Warning: this is still a very early stage project. Any feedback or contribution will be highly appreciated. Please refer to the contribution section.
- measuring power consumption on bare metal hosts
- measuring power consumption of qemu/kvm virtual machines from the host
- exposing power consumption metrics of a virtual machine in a way that allows to access those metrics in the VM as if it was a bare metal machine (relies on hypervisor features)
- exposing power consumption metrics as a prometheus HTTP exporter
- showing basic power consumption metrics in the terminal
Installation steps are described here.
Here are some examples.
To show power consumption metrics in your terminal, run:
scaphandre stdout
Details here.
To expose power consumption metrics as a prometheus exporter (as an http endpoint):
scaphandre prometheus
Metrics are now available on http://localhost:8080/metrics. Details here.
To compute metrics of running Qemu/KVM virtual machines on the host, and be able to expose those metrics to the guests, run:
scaphandre qemu
Details here.
General usage is:
scaphandre [-s SENSOR] EXPORTER [OPTIONS]
Available exporters are:
- stdout: displays metrics on the standard output/on your terminal
- prometheus: exposes metrics as an http endpoint, the way prometheus understands
- qemu: computes power consumption of each Qemu/KVM virtual machine running on the host and stores the data in
/var/lib/libvirt/scaphandre/VM_NAME
Available sensors are:
We recommand using this version of the rust toolchain or later:
cargo --version
cargo 1.48.0 (65cbdd2dc 2020-10-14)
rustc --version
rustc 1.48.0 (7eac88abb 2020-11-16)
To be sure to be up to date, you may install rust from the official website instead of your package manager.
Note: On ubuntu 20.04, you may encounter permissions issues. If it is your case you can run the init.sh
script that will apply the right permissions first (details).
Handling of special permissions accross different distributions will be improved in a near future.
You'll find existing releases and packages here.
To hack scaph, or simply be up to date with latest developments, you can download scaphandre from the main branch:
git clone https://github.com/hubblo-org/scaphandre.git
cd scaphandre
cargo build # binary path is target/debug/scaphandre
To use the latest code for a true use case, build for release instead of debug:
cargo build --release
Binary path is target/release/scaphandre
.
A major pain point in measuring power consumption is doing so inside a virtual machine. A virtual machine usually doesn't have access to power metrics. Scaphandre aims at solving that by enabling a communication between a scaphandre instance on the hypervisor host and another one in the virtual machine. The scaphandre agent on the host will compute the metrics meaningful for that virtual machine and the one on the VM accesses those metrics to allow its user to access the data as if they had access to power metrics in the first place (as if they were on a bare metal machine).
This allows to break opacity in a virtualization context, if you have access to the virtualization hosts and can install this tool, or cloud context if the provider uses scaphandre on their hypervisors. Please refer to the qemu exporter documentation.

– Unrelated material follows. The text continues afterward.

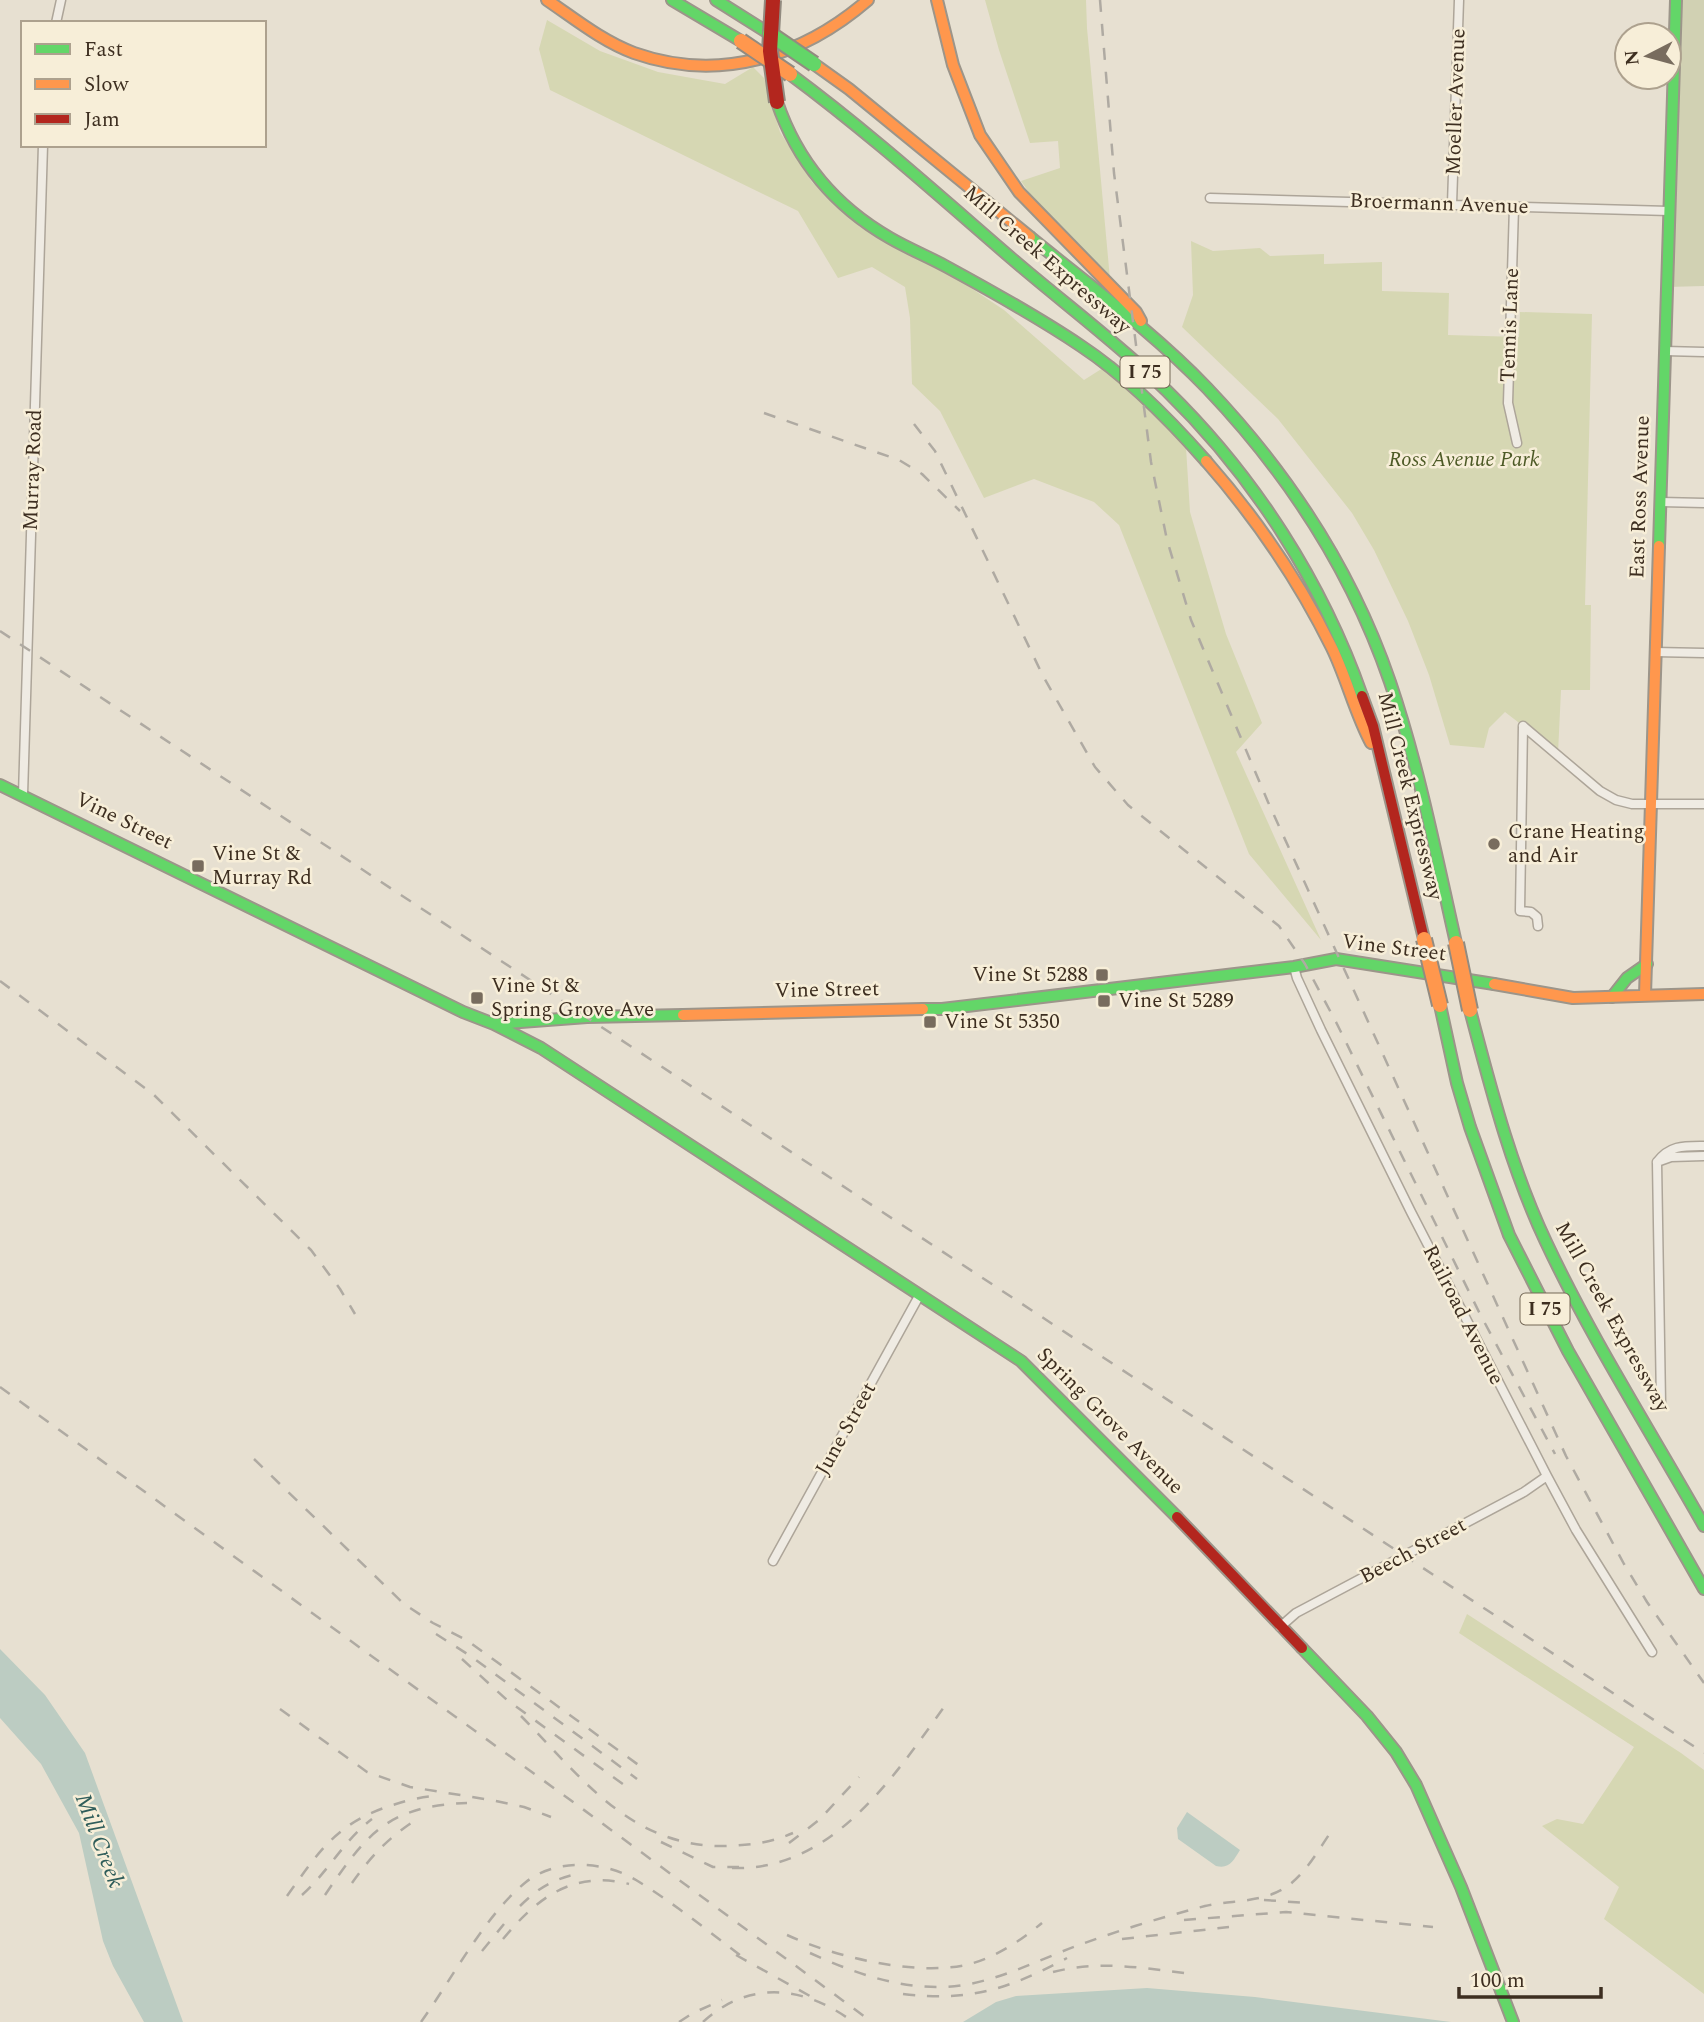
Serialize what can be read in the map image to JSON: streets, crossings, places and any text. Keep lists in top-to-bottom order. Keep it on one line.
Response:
{"streets":{"main road":["Mill Creek Expressway","I 75","East Ross Avenue","Vine Street","Spring Grove Avenue"],"street":["Moeller Avenue","Broermann Avenue","Tennis Lane","Murray Road","Railroad Avenue","June Street","Beech Street"]},"crossings":[["Moeller Avenue","Broermann Avenue"],["Broermann Avenue","Tennis Lane"],["Broermann Avenue","East Ross Avenue"],["Murray Road","Vine Street"],["East Ross Avenue","Vine Street"],["Vine Street","Railroad Avenue"],["Vine Street","Spring Grove Avenue"],["Railroad Avenue","Beech Street"],["Spring Grove Avenue","June Street"],["Spring Grove Avenue","Beech Street"]],"water":["Mill Creek"],"parks":["Ross Avenue Park"],"places":{"other":["Crane Heating and Air"],"transit":["Vine St & Murray Rd","Vine St 5288","Vine St & Spring Grove Ave","Vine St 5289","Vine St 5350"]},"legend":["Fast","Slow","Jam"],"scale_bar":"100 m","north":"left"}
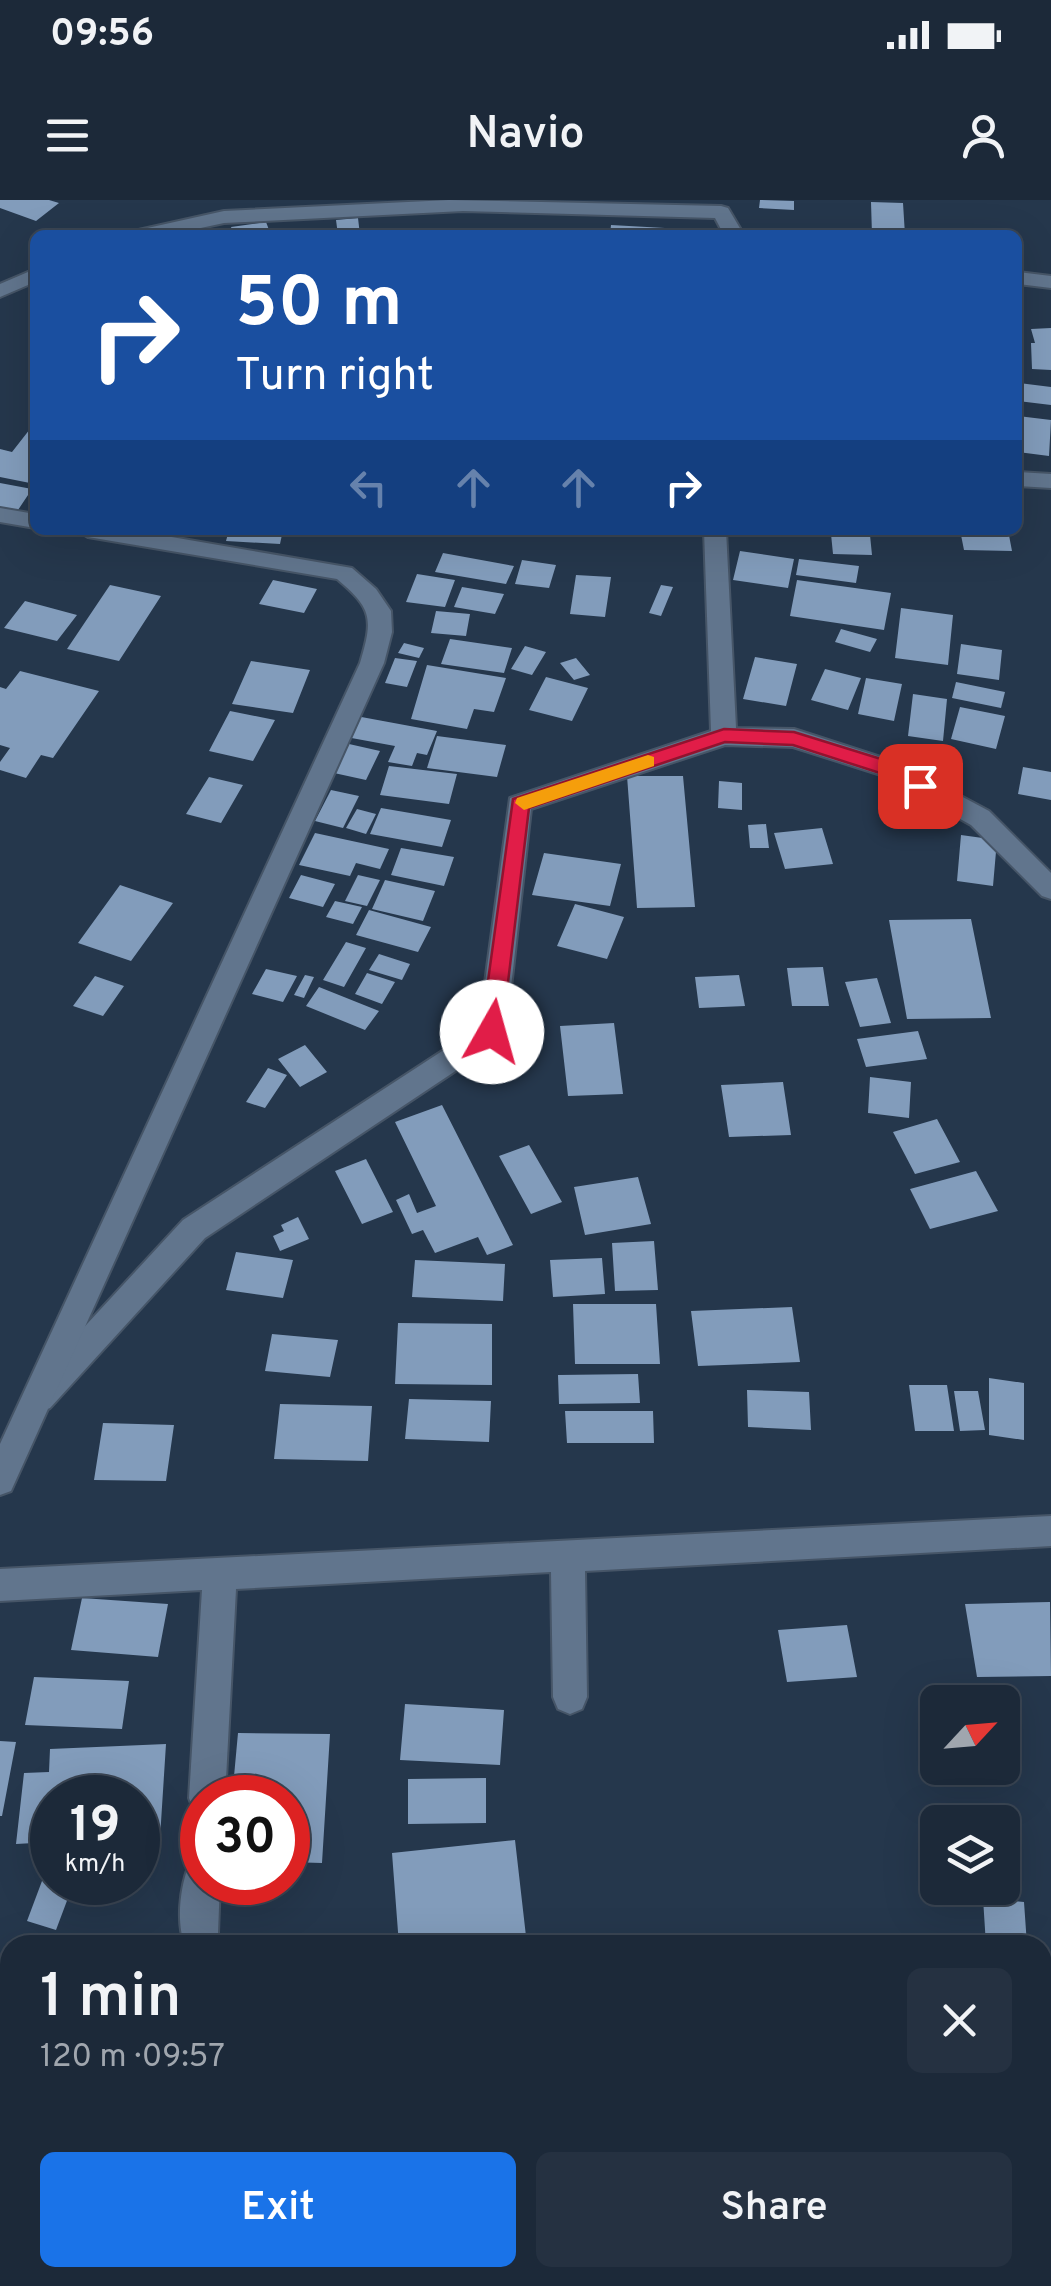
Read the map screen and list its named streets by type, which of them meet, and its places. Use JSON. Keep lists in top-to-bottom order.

Feel free to propose pull requests, or open new issues at will. Scaphandre is a collaborative project and all opinions and propositions shall be heard and studied. The contributions will be received with kindness, gratitude and with an open mind. Remember that we are all dwarfs standing on the shoulders of giants. We all have to learn from others and to give back, with due mutual respect.
Discussions and questions about the project are welcome on gitter: gitter or by email.
Here is the code of conduct of the project.
This project intends to use conventionnal commit messages and the gitflow workflow.
Scaphandre is a not only a tool, but a framework. Modules dedicated to collect energy comsumption data from the host are called Sensors. Modules that are dedicated to send this data to a given channel or remote system are called Exporters. New Sensors and Exporters are going to be created and all contributions are welcome.
The ongoing roadmap can be seen here. Feature requests are welcome, please join us.
In opposition to its name, scaphandre aims to be as light and clean as possible. One of the main focus areas of the project is to come as close as possible to a 0 overhead, both about resources consumption and power consumption.
Code documentation is here.
Users documentation is here.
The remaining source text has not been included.